As the Leadership Team, it was apparent that we had to quickly build a team of students passionate about driving entrepreneurship at the university and outside of the University. We looked for the intangibles during the recruiting process that allowed us to select team players for Hillside. We looked for those who can instill the vision that Noah had, believe in what Hillside can become, and hopefully work towards it. On the operational and processes side, we encourage all ideas from analysts to improve as a program. We are constantly seeking ways to make something easier and efficient for us to run Hillside smoothly. Even on the investing side, we want to be involved and take the necessary risks in the venture space, we want to be active participants in the market. We’ve learned immensely through actively doing deals and learning from experience. We can say we “lost” out on investment opportunities through not understanding the vision of the founder or poorly articulating the company to our Investment Board. With the help of Greg Reilly, we’ve tried to emphasize the importance of how we frame our “losses”. We are bound to experience them given our early stage as a program but what’s most important is how we are reacting to it.
Venture capital itself is a game of wins and many losses, and many times these losses aren’t immediately visible. Hillside operates with this in the back of our mind, and it is a core tenet of what we teach all incoming analysts. This is vastly different from what our team members have experienced for most of their lives, where grades for tests, quizzes, and projects are given within days of completion. Not being able to know the result of your work for years is a difficult concept for students, largely because the feedback delay is not something they are familiar with. Therefore, developing strong teamwide conviction is key. There can’t be any second-guessing after a decision, and until the feedback cycle is completed, we want the conviction in our work to not waver one bit. This is accomplished through teamwork, a concept that all of our teammates must value to the highest degree. This aspect of teamwork and team-wide conviction have been baked into our sourcing and diligence processes, and are principles that we believe help us rebound from losses and correct mistakes.

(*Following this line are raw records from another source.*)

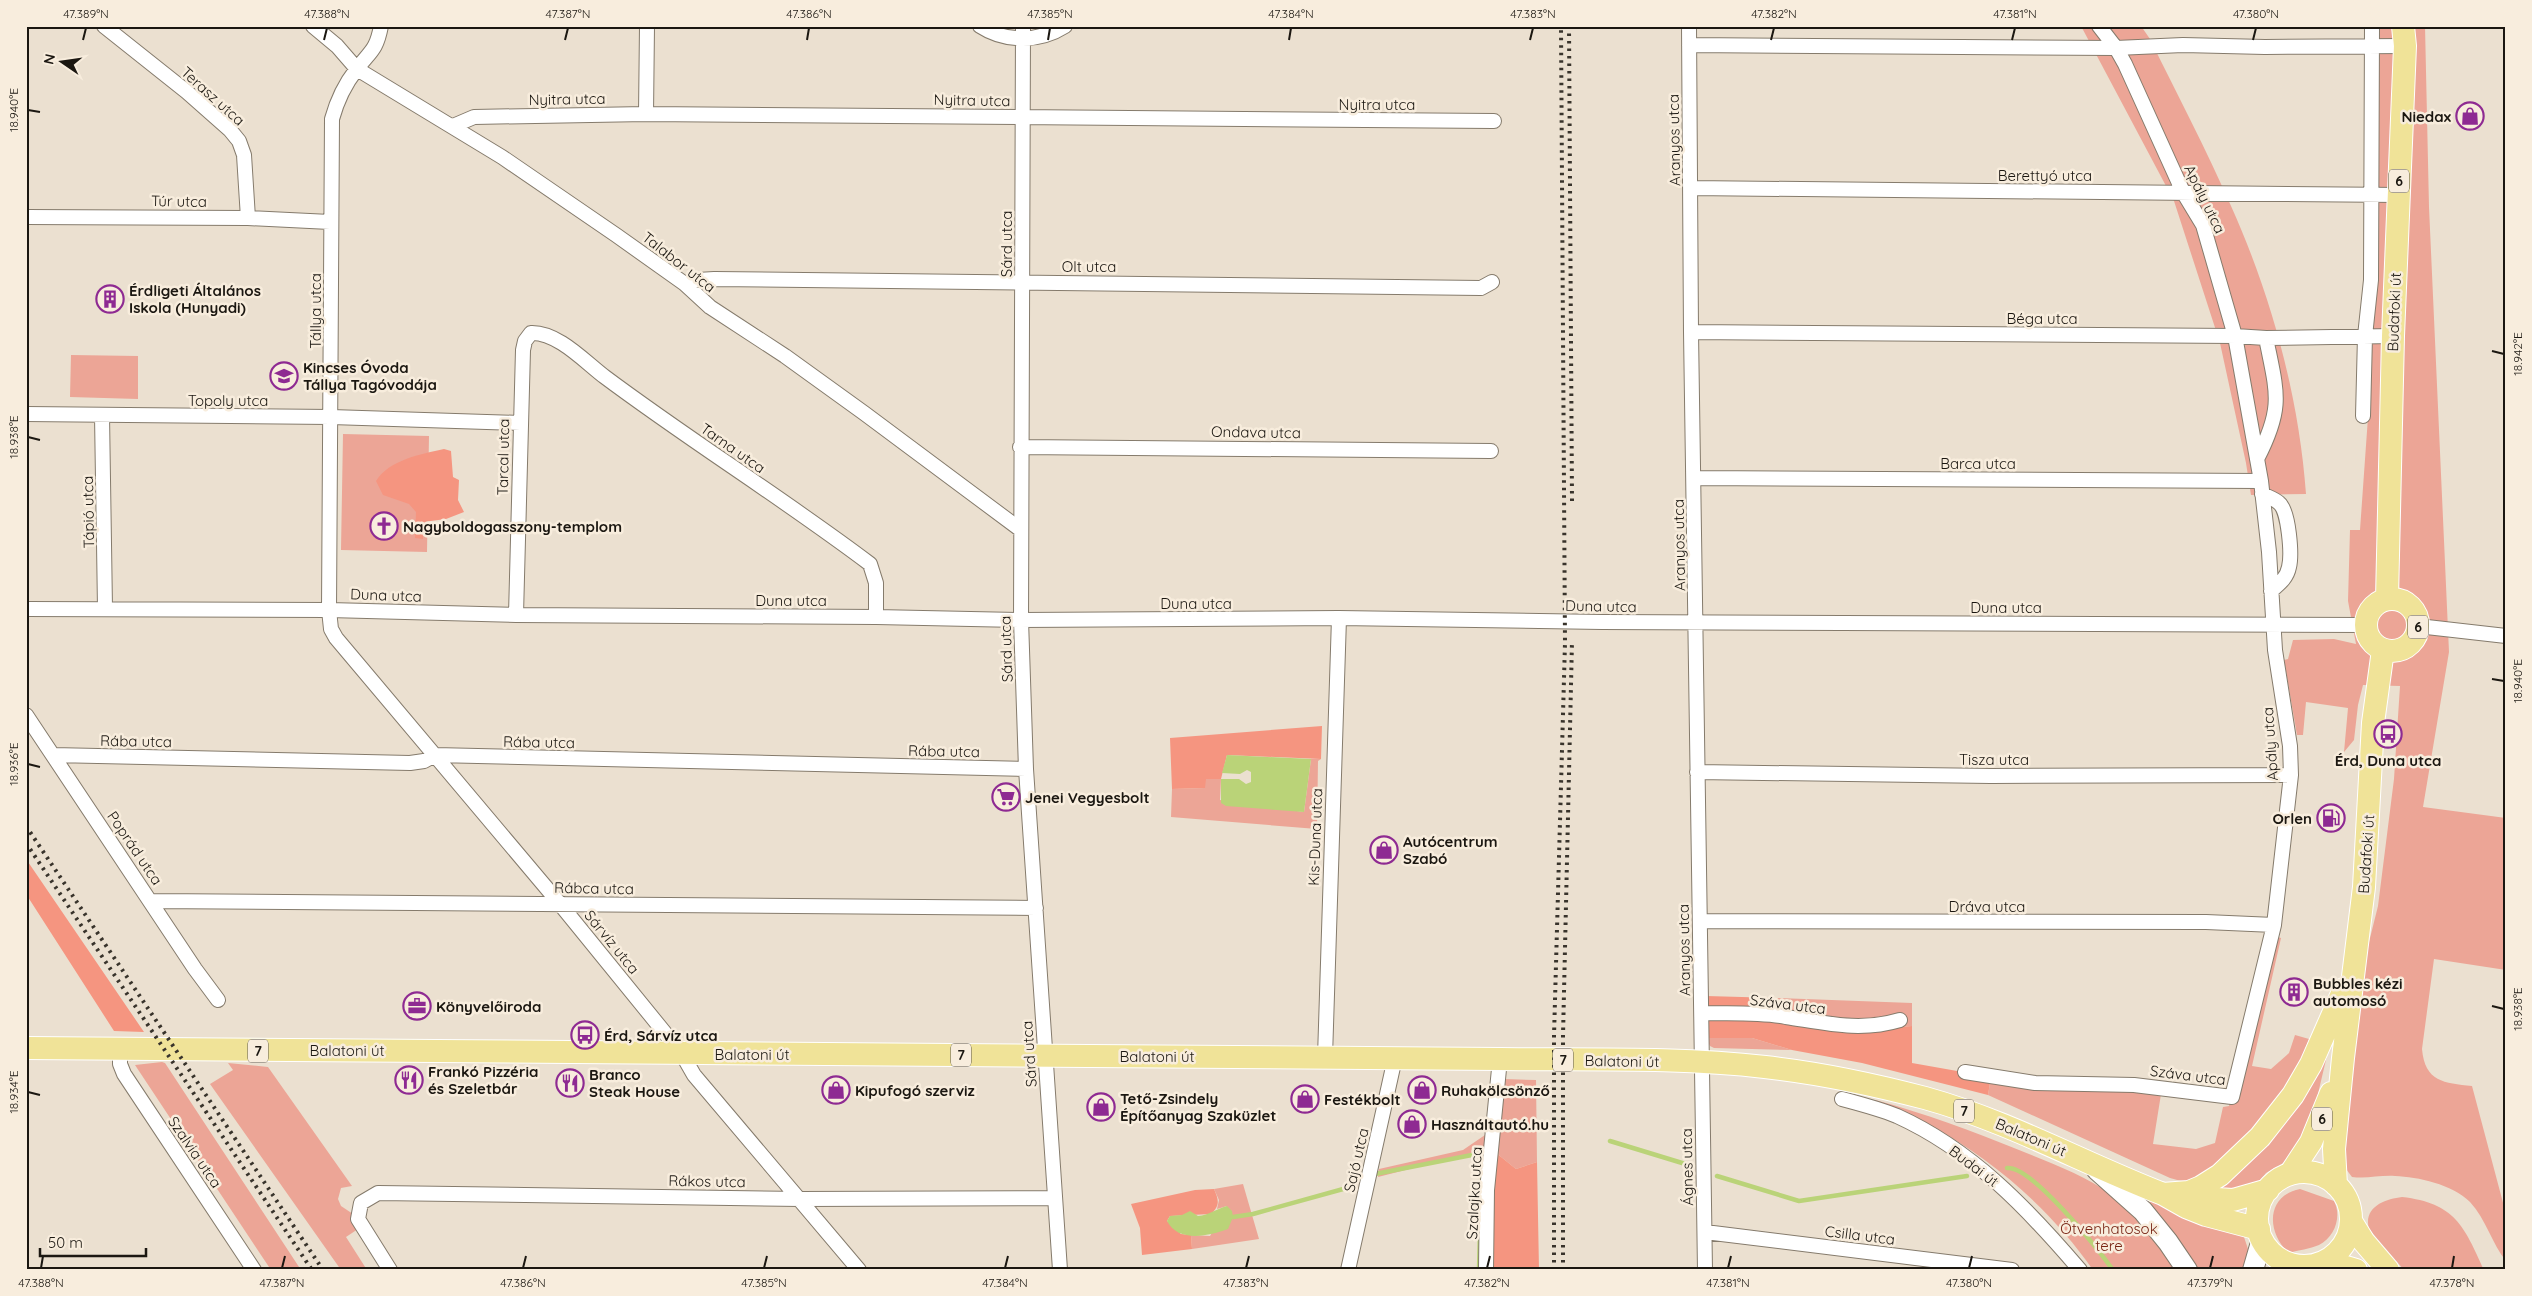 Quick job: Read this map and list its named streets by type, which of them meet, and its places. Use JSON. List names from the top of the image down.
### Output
{
  "streets": {
    "main road": [
      "6",
      "Budafoki út",
      "Balatoni út",
      "7"
    ],
    "street": [
      "Terasz utca",
      "Nyitra utca",
      "Aranyos utca",
      "Berettyó utca",
      "Apály utca",
      "Túr utca",
      "Sárd utca",
      "Talabor utca",
      "Olt utca",
      "Tállya utca",
      "Béga utca",
      "Topoly utca",
      "Ondava utca",
      "Tarna utca",
      "Tarcal utca",
      "Barca utca",
      "Tápió utca",
      "Duna utca",
      "Rába utca",
      "Tisza utca",
      "Kis-Duna utca",
      "Poprád utca",
      "Rábca utca",
      "Dráva utca",
      "Sárvíz utca",
      "Száva utca",
      "Szalvia utca",
      "Sajó utca",
      "Budai út",
      "Ágnes utca",
      "Rákos utca",
      "Szalajka utca",
      "Csilla utca"
    ]
  },
  "crossings": [
    ["Terasz utca", "Túr utca"],
    ["Nyitra utca", "Sárd utca"],
    ["Nyitra utca", "Talabor utca"],
    ["Aranyos utca", "Berettyó utca"],
    ["Aranyos utca", "Béga utca"],
    ["Aranyos utca", "Barca utca"],
    ["Aranyos utca", "Duna utca"],
    ["Aranyos utca", "Tisza utca"],
    ["Aranyos utca", "Dráva utca"],
    ["Aranyos utca", "Száva utca"],
    ["Aranyos utca", "Balatoni út"],
    ["Aranyos utca", "Ágnes utca"],
    ["Berettyó utca", "Apály utca"],
    ["Berettyó utca", "Budafoki út"],
    ["6", "Budafoki út"],
    ["6", "Duna utca"],
    ["6", "Balatoni út"],
    ["6", "7"],
    ["Apály utca", "Béga utca"],
    ["Apály utca", "Barca utca"],
    ["Apály utca", "Duna utca"],
    ["Apály utca", "Tisza utca"],
    ["Apály utca", "Dráva utca"],
    ["Apály utca", "Száva utca"],
    ["Túr utca", "Tállya utca"],
    ["Sárd utca", "Talabor utca"],
    ["Sárd utca", "Olt utca"],
    ["Sárd utca", "Ondava utca"],
    ["Sárd utca", "Duna utca"],
    ["Sárd utca", "Rába utca"],
    ["Sárd utca", "Rábca utca"],
    ["Sárd utca", "Balatoni út"],
    ["Sárd utca", "Rákos utca"],
    ["Talabor utca", "Olt utca"],
    ["Talabor utca", "Tállya utca"],
    ["Tállya utca", "Topoly utca"],
    ["Tállya utca", "Duna utca"],
    ["Tállya utca", "Sárvíz utca"],
    ["Budafoki út", "Béga utca"],
    ["Budafoki út", "Duna utca"],
    ["Budafoki út", "Balatoni út"],
    ["Budafoki út", "7"],
    ["Topoly utca", "Tarcal utca"],
    ["Topoly utca", "Tápió utca"],
    ["Tarna utca", "Tarcal utca"],
    ["Tarna utca", "Duna utca"],
    ["Tarcal utca", "Duna utca"],
    ["Tápió utca", "Duna utca"],
    ["Duna utca", "Kis-Duna utca"],
    ["Duna utca", "Sárvíz utca"],
    ["Rába utca", "Poprád utca"],
    ["Rába utca", "Sárvíz utca"],
    ["Kis-Duna utca", "Balatoni út"],
    ["Poprád utca", "Rábca utca"],
    ["Rábca utca", "Sárvíz utca"],
    ["Dráva utca", "Száva utca"],
    ["Sárvíz utca", "Balatoni út"],
    ["Sárvíz utca", "Rákos utca"],
    ["Balatoni út", "7"],
    ["Balatoni út", "Szalvia utca"],
    ["Balatoni út", "Sajó utca"],
    ["Balatoni út", "Ágnes utca"],
    ["Balatoni út", "Szalajka utca"],
    ["Ágnes utca", "Csilla utca"]
  ],
  "parks": ["Ötvenhatosok tere"],
  "places": {
    "shop": [
      "Niedax",
      "Autócentrum Szabó",
      "Kipufogó szerviz",
      "Ruhakölcsönző",
      "Festékbolt",
      "Tető-Zsindely Építőanyag Szaküzlet",
      "Használtautó.hu"
    ],
    "building": ["Érdligeti Általános Iskola (Hunyadi)", "Bubbles kézi automosó"],
    "school or university": ["Kincses Óvoda Tállya Tagóvodája"],
    "church": ["Nagyboldogasszony-templom"],
    "bus stop": ["Érd, Duna utca", "Érd, Sárvíz utca"],
    "supermarket": ["Jenei Vegyesbolt"],
    "fuel station": ["Orlen"],
    "office": ["Könyvelőiroda"],
    "restaurant": ["Frankó Pizzéria és Szeletbár", "Branco Steak House"]
  },
  "scale_bar": "50 m",
  "north": "left",
  "coordinates": [
    "47.389°N",
    "47.388°N",
    "47.387°N",
    "47.386°N",
    "47.385°N",
    "47.384°N",
    "47.383°N",
    "47.382°N",
    "47.381°N",
    "47.380°N",
    "18.940°E",
    "18.942°E",
    "18.938°E",
    "18.936°E",
    "18.934°E",
    "47.379°N",
    "47.378°N"
  ]
}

Intellectual honesty is a term that describes how Hillside must operate when it comes to diligence and internal dialogue. Because we are all learning as we go, we must encourage honest feedback and change based on that feedback. As a group, we try to implement honesty, integrity, and accountability within the team, with the end goal of building trust within the team. By fostering a culture of support, we’ve been able to encourage all Hillside team members to not be afraid to fail, because when they do, the rest of us will be there to pick them back up and help them find out how to grow from the experience. To that point, we are first-time investors and fund managers, it is important to get feedback not only from other team members, but also from LPs, advisors, investors, and other friends of Hillside.
One of the most important aspects of operations at Hillside has to do with how results, good or bad, are handled by the team. In fact, it is very comparable to sports or a game, where the mindset of “next” is invaluable. Due to the fast nature of venture, a lost deal from either us saying no or missing an opportunity, it’s important for us to move on.
While those mistakes will be analyzed and remedied, so they are hopefully not repeated in the future, it is arguably more important for us to keep a short memory when it comes to “losses” the team may sustain. This allows us to not dwell on an individual or deal with a team's mistakes, and instead move towards giving them an opportunity to go find the next great deal.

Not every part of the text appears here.